Show all the lines in the data below that include the word "forest".

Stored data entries
━━━━━━━━━━━━━━━━━━━━━━━━━━━━━━
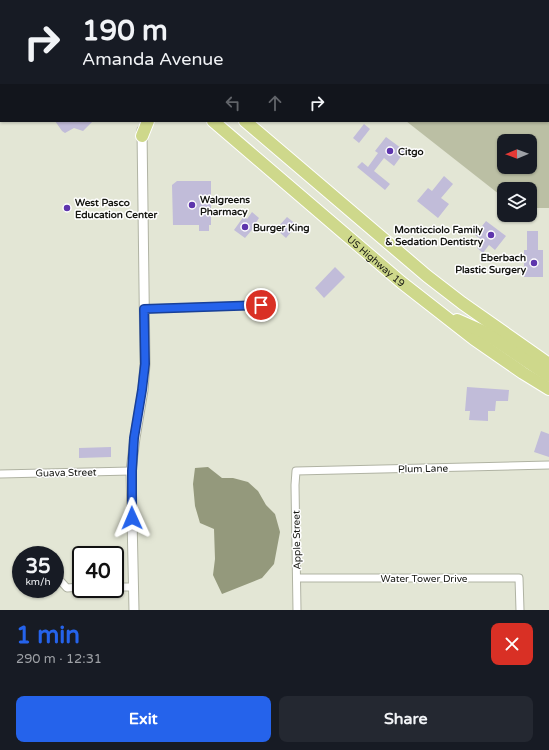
<!DOCTYPE html>
<meta charset="utf-8">
<style>
body{margin:0;font-family:"Varela Round",sans-serif;background:#242831;color:#f1f3f6;height:100vh;display:flex;flex-direction:column;font-size:15px;white-space:nowrap}
*{box-sizing:border-box;margin:0}
p{font-size:13px;color:#9ea1a6}
.icon{flex:none;width:22px;height:22px;fill:none;stroke:currentColor;stroke-width:2;stroke-linecap:round;stroke-linejoin:round}
.map{position:relative;height:610px;overflow:hidden}
.sheet{display:flex;flex-direction:column;background:#171b24;flex:1}
.sheet>*{flex:none}
.hud{position:absolute;left:0px;top:0px;width:549px;height:122px;box-shadow:0 1px 3px #0004;background:#171b24;color:#f1f3f6;overflow:hidden}
.needle{width:26px;rotate:269deg}
.buttons{position:absolute;left:497px;top:134px;display:grid;gap:8px}
.buttons a{display:grid;place-items:center;width:40px;height:40px;border-radius:8px;background:#171b24;box-shadow:0 1px 3px #0004;font-size:20px}
.speed{position:absolute;left:12px;top:546px;display:flex;gap:8px;font-size:20px;font-weight:700;text-align:center}
.speed>*{display:grid;place-content:center;width:52px;height:52px;border-radius:50%;background:#171b24;box-shadow:0 1px 3px #0004;line-height:1}
.speed small{font-size:10px;font-weight:400}
.speed .limit{border:2px solid #111;border-radius:6px;background:#fff;color:#111}
.pin{position:absolute;display:grid;place-items:center;width:34px;height:34px;color:#fff;margin:-17px;border:2px solid #fff;border-radius:50%;box-shadow:0 1px 4px #0007}
.me{position:absolute;width:44px;margin:-22px;rotate:359deg;stroke-linejoin:round;filter:drop-shadow(0 0 3px #0008)}
.turn{display:flex;align-items:center;gap:14px;height:84px;padding:0 16px;font-size:18px}
.turn .icon{width:52px;height:52px;stroke-width:2.5}
.turn b{display:block;font-size:28px;line-height:34px}
.lanes{display:flex;align-items:center;height:38px;padding:0 16px;background:#0003;justify-content:center;gap:20px;direction:ltr}
.lanes .off{opacity:.35}
.round{display:grid;place-items:center;flex:none;width:42px;height:42px;border-radius:8px;background:#242831}
.overview{display:flex;align-items:center;justify-content:space-between;height:68px;padding:0 16px}
h1{font-size:24px;font-weight:700;line-height:30px;color:#2563eb}
.button{display:flex;gap:8px;margin-top:auto;padding:8px 16px}
.button a{flex:1;height:46px;border-radius:8px;background:#2563eb;color:#fff;font-size:16px;font-weight:700;line-height:46px;text-align:center}
.button a+a{background:#242831;color:#f1f3f6}
.map>svg:first-child{display:block}
.green{fill:#bbbfa4;fill-rule:evenodd}
.forest{fill:#afb497}
.water{fill:#94997c}
.building{fill:#c1bcd9}
.lines{fill:none;stroke-linecap:round;stroke-linejoin:round}
.minor-casing{stroke:#b0b3a3;stroke-width:9}
.tertiary-casing{stroke:#b0b3a3;stroke-width:11}
.trunk-casing{stroke:#fff;stroke-width:14}
.minor{stroke:#fff;stroke-width:7}
.tertiary{stroke:#fff;stroke-width:9}
.trunk{stroke:#ced88b;stroke-width:12}
.route-casing{stroke:#184099;stroke-width:10}
.route{stroke:#2563eb;stroke-width:7}
.poi-dot{fill:#5e35ad;stroke:#fff;stroke-width:1.5}
.labels{text-anchor:middle;stroke-width:3;stroke-linejoin:round;paint-order:stroke}
.poi-label{font-size:10px;font-weight:bold;fill:#161712;stroke:#fff;text-anchor:start}
.street-label{font-size:10px;fill:#161712;stroke:#fff}
</style>
<div class="map">
<svg width="549" height="610" viewBox="0 0 549 610">
<rect width="100%" height="100%" fill="#e3e6d5"/>
<path class="green" d="M548,99L549,101V208H530V189H504V198L406,121H548ZM504,141H530V167H504Z"/>
<polygon class="forest" points="445,0 549,0 549,101 548,99 548,1 445,1"/>
<polygon class="water" points="208,467 222,478 233,478 248,482 258,491 266,505 275,514 280,532 274,564 262,578 222,594 213,575 215,559 214,529 200,523 195,506 193,484 195,468"/>
<g class="building">
<polygon points="55,121 93,121 83,131 74,128 65,133 62,131"/>
<polygon points="364,124 370,129 359,143 353,138"/>
<polygon points="386,137 405,151 394,166 384,158 374,171 390,184 385,190 357,167 362,162 368,167 378,153 375,151"/>
<polygon points="444,176 453,184 441,198 449,204 438,218 417,201 428,188 432,191"/>
<polygon points="177,181 211,181 211,225 209,225 209,231 199,231 199,225 173,225 172,185"/>
<polygon points="252,212 259,218 255,224 256,225 245,238 234,230 244,216 247,219"/>
<polygon points="287,217 297,225 286,238 276,229"/>
<polygon points="486,221 506,236 495,250 489,245 483,253 477,248 482,240 475,235"/>
<polygon points="527,231 538,231 538,250 543,250 543,277 524,277 524,250 527,250"/>
<polygon points="335,267 345,277 324,298 315,288"/>
<polygon points="467,387 509,390 508,401 496,401 495,411 488,411 488,421 469,420 470,411 465,411"/>
<polygon points="541,431 549,434 549,457 534,452"/>
<polygon points="111,447 111,457 79,458 79,448"/>
</g>
<g class="lines">
<g class="minor-casing">
<g id="minor">
<polyline points="144,309 261,305"/>
<polyline points="0,474 131,471"/>
<polyline points="34,552 36,555"/>
<polyline points="55,575 67,588 81,587"/>
<polyline points="297,578 519,578 520,610"/>
<polyline points="115,587 134,587"/>
<polyline points="297,610 295,485 296,471 549,465"/>
</g>
</g>
<g class="tertiary-casing">
<g id="tertiary">
<polyline points="141,0 141,1"/>
<polyline points="134,610 131,471 135,438 143,390 145,364 142,130"/>
</g>
</g>
<g class="trunk-casing">
<g id="trunk">
<polyline points="67,0 69,1"/>
<polyline points="102,0 103,1"/>
<path id="s1" d="M213,121L401,282L474,339L523,373L549,389"/>
<polyline points="245,121 427,276 462,303 549,364"/>
<polyline points="142,136 148,121"/>
<polyline points="457,320 482,331 549,376"/>
</g>
</g>
<use href="#minor" class="minor"/>
<use href="#tertiary" class="tertiary"/>
<use href="#trunk" class="trunk"/>
</g>
<g class="lines">
<g class="route-casing">
<polyline id="route" points="132,518 132,471 134,438 142,390 145,364 144,309 261,305"/>
</g>
<use href="#route" class="route"/>
</g>
<g class="poi-dot">
<circle cx="390" cy="151" r="4"/>
<circle cx="192" cy="205" r="4"/>
<circle cx="67" cy="208" r="4"/>
<circle cx="245" cy="227" r="4"/>
<circle cx="491" cy="235" r="4"/>
<circle cx="534" cy="263" r="4"/>
</g>
<g class="labels">
<g class="poi-label">
<text x="398" y="155">Citgo</text>
<text x="200" y="203">Walgreens<tspan x="200" dy="12">Pharmacy</tspan></text>
<text x="75" y="206">West Pasco<tspan x="75" dy="12">Education Center</tspan></text>
<text x="253" y="231">Burger King</text>
<text x="483" y="233" text-anchor="end">Monticciolo Family<tspan x="483" dy="12">&amp; Sedation Dentistry</tspan></text>
<text x="526" y="261" text-anchor="end">Eberbach<tspan x="526" dy="12">Plastic Surgery</tspan></text>
</g>
<g class="street-label">
<text dy="4" stroke="none"><textPath href="#s1" startOffset="215">US Highway 19</textPath></text>
<text transform="translate(423 468) rotate(-1)" y="4">Plum Lane</text>
<text transform="translate(66 472) rotate(-1)" y="4">Guava Street</text>
<text transform="translate(296 540) rotate(-91)" y="4">Apple Street</text>
<text x="424" y="582">Water Tower Drive</text>
</g>
</g>
</svg>
<div class="buttons">
<a><svg class="needle" viewBox="-14 -14 28 28"><path d="M0-13l5 13h-10z" fill="#e53935"/><path d="M0 13l5-13h-10z" fill="#9ea1a6"/></svg></a>
<a><svg class="icon" aria-label="layers" viewBox="0 0 24 24"><path d="M12 4l9 5-9 5-9-5zM3 14l9 5 9-5"/></svg></a>
</div>
<div class="speed"><div>35<small>km/h</small></div><div class="limit">40</div></div>
<div class="pin" style="left:261px;top:305px;background:#d93025"><svg class="icon" aria-label="arrive" viewBox="0 0 24 24"><path d="M6 21V4h12l-3 4 3 4H6"/></svg></div>
<svg class="me" style="left:132px;top:518px" viewBox="-20 -20 40 40"><path d="M0-17L14 15 0 8-14 15z" fill="#2563eb" stroke="#fff" stroke-width="4"/></svg>
<div class="hud">
<div class="turn"><svg class="icon" aria-label="right" viewBox="0 0 24 24"><path d="M7 20v-9h11M14 6l5 5-5 5"/></svg><div><b>190 m</b>Amanda Avenue</div></div>
<div class="lanes"><svg class="icon off" aria-label="left" viewBox="0 0 24 24"><path d="M17 20v-9H6M10 6l-5 5 5 5"/></svg><svg class="icon off" aria-label="ahead" viewBox="0 0 24 24"><path d="M12 20V5M6 11l6-6 6 6"/></svg><svg class="icon" aria-label="right" viewBox="0 0 24 24"><path d="M7 20v-9h11M14 6l5 5-5 5"/></svg></div>
</div>
</div>
<section class="sheet">
<div class="overview"><div><h1>1 min</h1><p>290 m · 12:31</p></div><a class="round" style="background:#d93025;color:#fff"><svg class="icon" aria-label="close" viewBox="0 0 24 24"><path d="M6 6l12 12M18 6L6 18"/></svg></a></div>
<div class="button"><a>Exit</a><a>Share</a></div>
</section>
━━━━━━━━━━━━━━━━━━━━━━━━━━━━━━
[Written reply]:
.forest{fill:#afb497}
<polygon class="forest" points="445,0 549,0 549,101 548,99 548,1 445,1"/>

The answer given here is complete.